Since then, there has been a nursing shortage of epic proportions. RNs now make upwards of $65K a year, and the schools are jammed. You had better reserve your spot now.

5) Familial supplementation.

At last, the Sordid Truth arises. If you have a Trust Fund, please go away. Hit the "Rent Fund" button on your way out.

If, however, you have a decent middle-class family who is honestly concerned about your welfare, treat them kindly. Do not be asking for handouts in order to flush it away on silly things like rent. You can earn your rent yourself.

Instead, consider asking for a loan of a down-payment on a piece of real estate, or a co-sign on a mortgage. Real estate is very rarely a bad investment, when one considers that even if the selling price goes down, for some insane reason, you would still have lost more by renting.

6) Expatriation.

There are still countries in the world where U.S. currency is worth a great deal more, in purchasing power, than the local one. These countries are growing fewer every day, so you had better go to South America, Indonesia and Thailand while you still can. While you are abroad, tell everyone you are Canadian. For obvious reasons.

7) Self-employment.

A few things you can sell, online or on the streets of foreign places: jewelry, clothing, fancy lotion, soap, CDs. Only sell this last if you are the performer on the CD, and if you are good. It is easier to make a living, singing in small-town bars in foreign countries, than by Getting Discovered in centers of world capitalism, by the way.
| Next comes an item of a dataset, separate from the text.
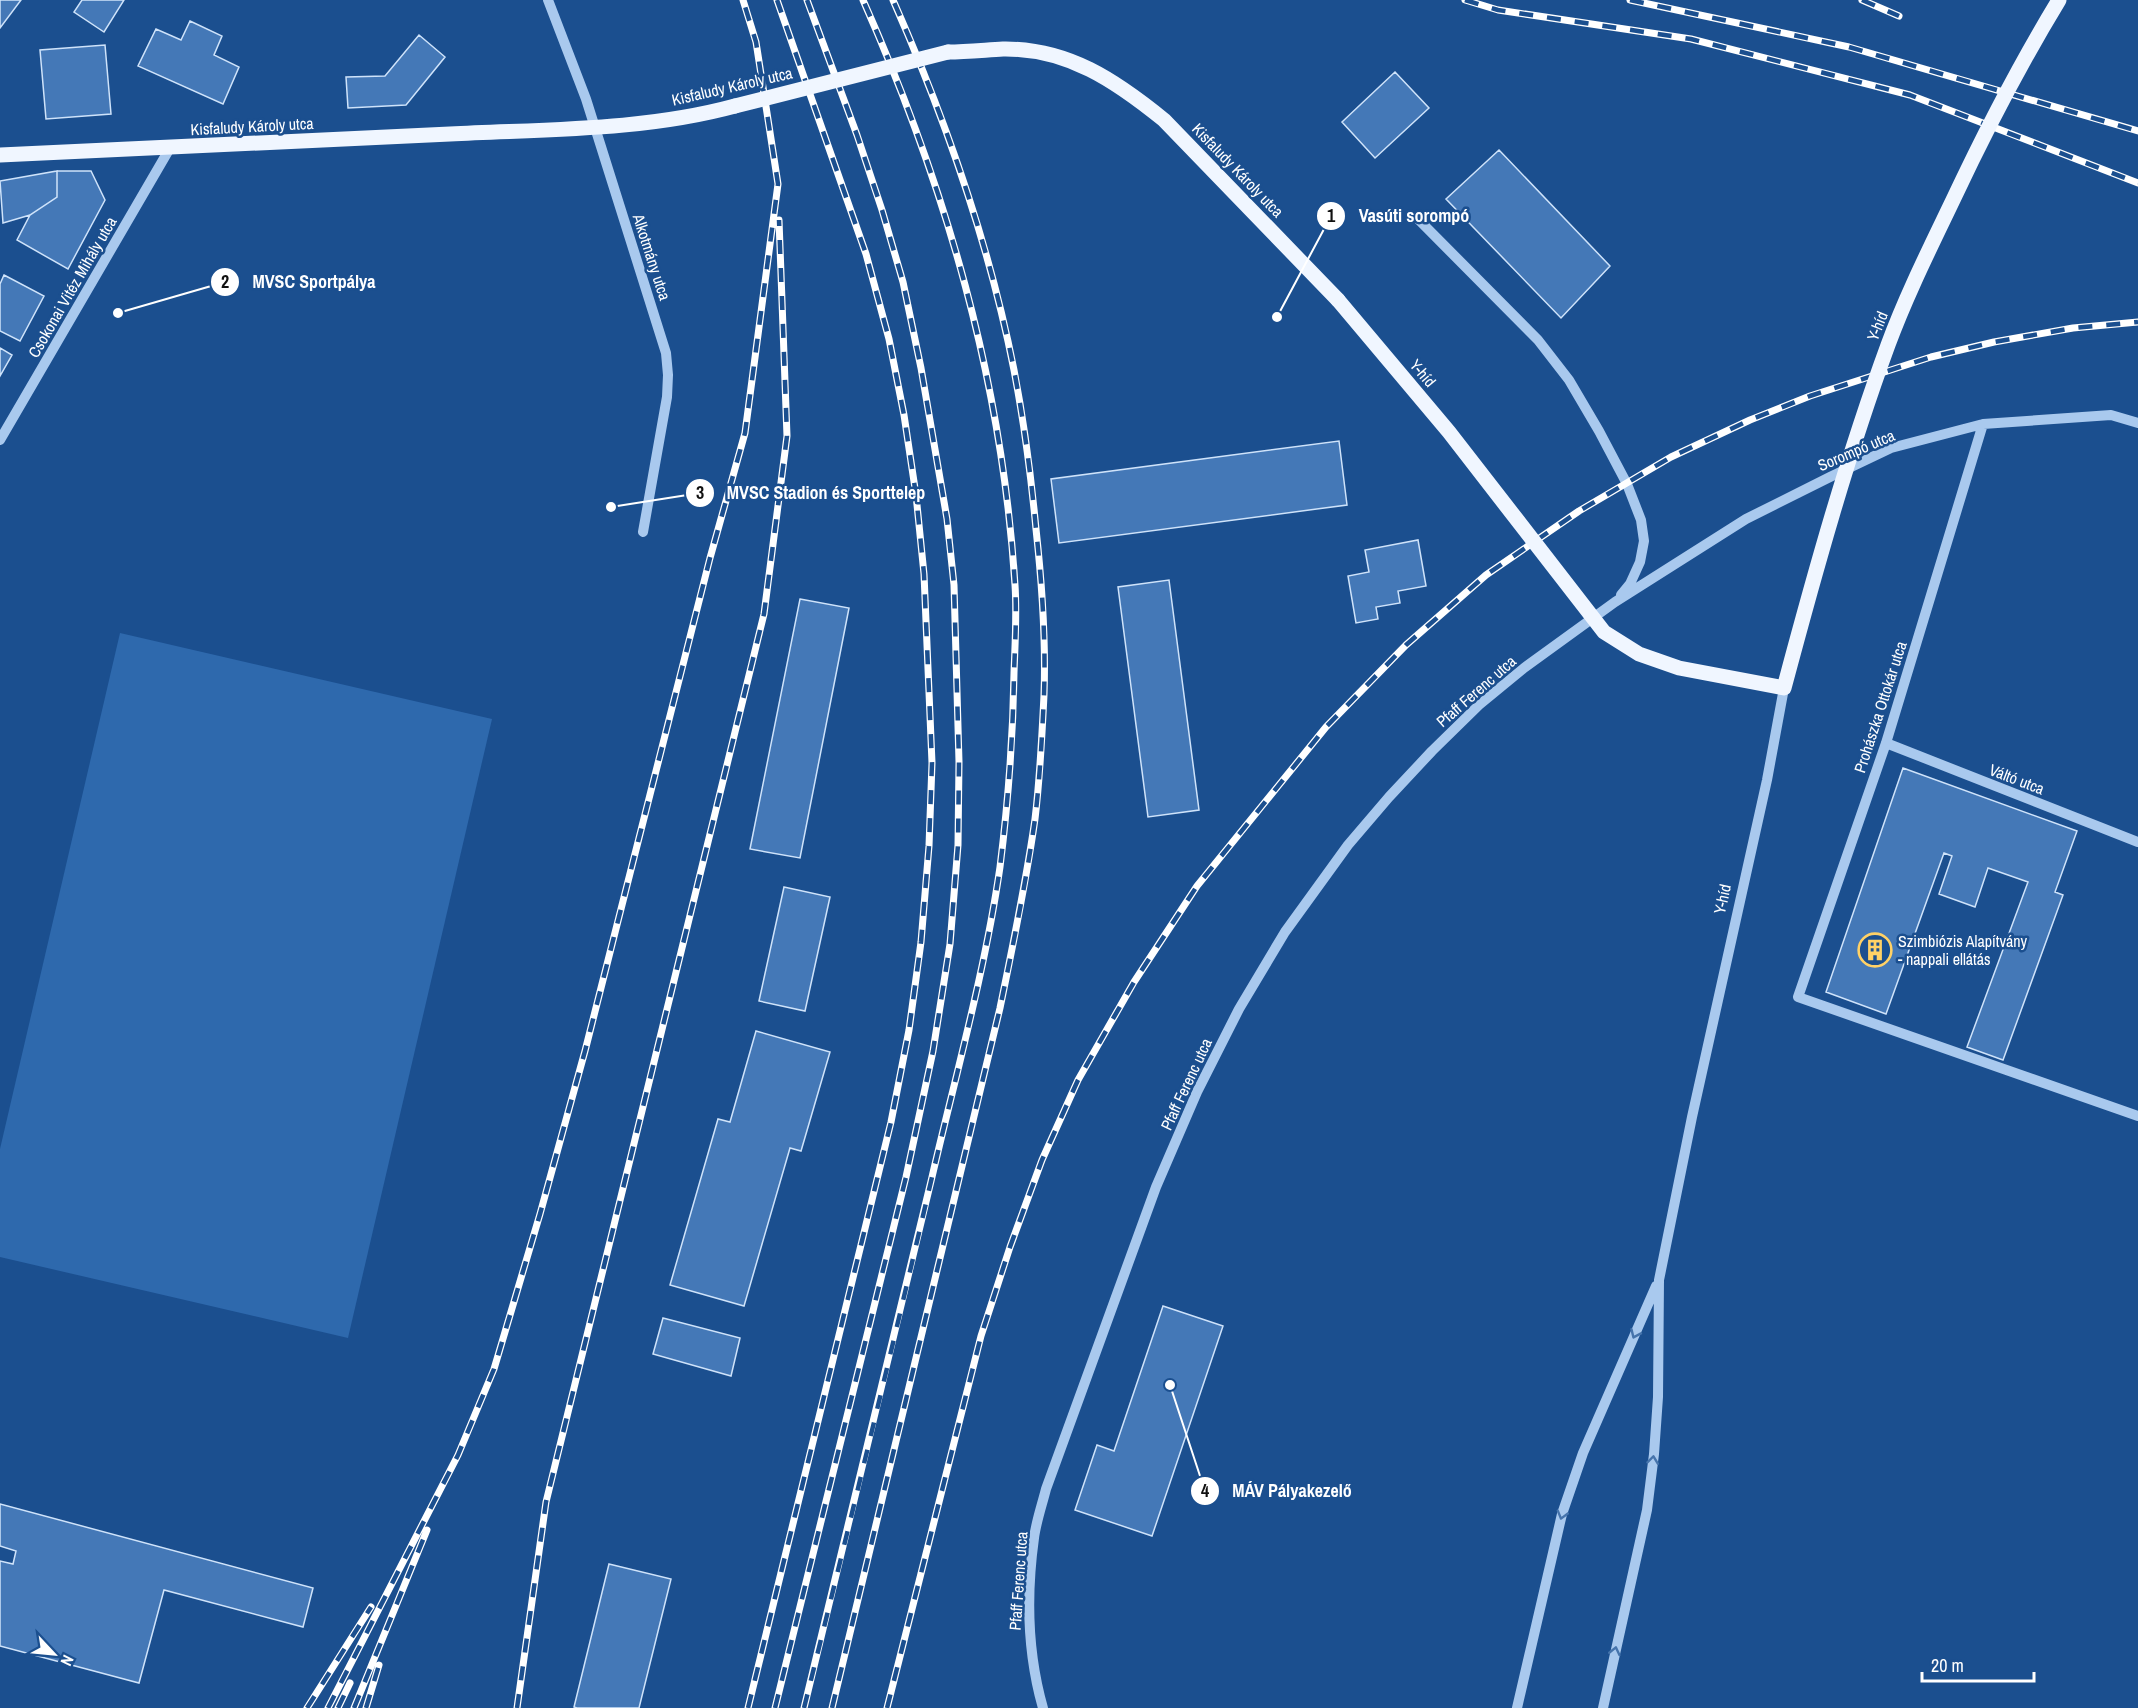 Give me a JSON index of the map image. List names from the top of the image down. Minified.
{"streets":{"main road":["Kisfaludy Károly utca","Y-híd"],"street":["Alkotmány utca","Csokonai Vitéz Mihály utca","Sorompó utca","Pfaff Ferenc utca","Prohászka Ottokár utca","Váltó utca"]},"crossings":[["Kisfaludy Károly utca","Alkotmány utca"],["Kisfaludy Károly utca","Csokonai Vitéz Mihály utca"],["Kisfaludy Károly utca","Y-híd"],["Sorompó utca","Pfaff Ferenc utca"],["Sorompó utca","Prohászka Ottokár utca"],["Prohászka Ottokár utca","Váltó utca"]],"places":{"other":["MVSC Sportpálya","Vasúti sorompó","MVSC Stadion és Sporttelep","MÁV Pályakezelő"],"building":["Szimbiózis Alapítvány - nappali ellátás"]},"scale_bar":"20 m","north":"bottom right"}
8) Blue-collar employment.

Do you have any idea what competent carpenters, electricians, plumbers and housepainters make, these days?

9) Grants.

Please.

Pretty Lady must offer a very serious caveat. If you are young, and brash, and brilliant, and optimistic, and confident, and you look at NYFA Source or various Arts Council websites and think, "There are TONS of grants out there! I'll just apply for them!" you will be flipping burgers and waiting tables for a very long time.

Go ahead and apply, of course. Just don't predicate your future existence as an artist upon the receipt of one.

10) MFAs.

Don't. Just don't.


You will note that in the above list, Pretty Lady has said absolutely nothing about dealers, gallerists, art fairs, teaching jobs, government assistance or other Art World paraphernalia. This is because it is her fixed, experiential conviction that if artists in general maintain a state of emotional passivity and financial dependence upon these things, the condition of Art and Artists will continue its dismal and precipitate decline into decadence, inanity, and Fatuous Pandering. This is not to say that there are not honest dealers with Taste out there; it is to say that there will be more of them if the lousy ones stop getting away with it.






12 comments:

Pretty Lady said...

Dear AG, as much as I appreciate your appreciation, I feel it is incumbent upon me to warn you that Pretty Lady is among the 100 least influential persons in the Art World, on acknowledged authority. Thus, schmoozing her is not likely to get you very far.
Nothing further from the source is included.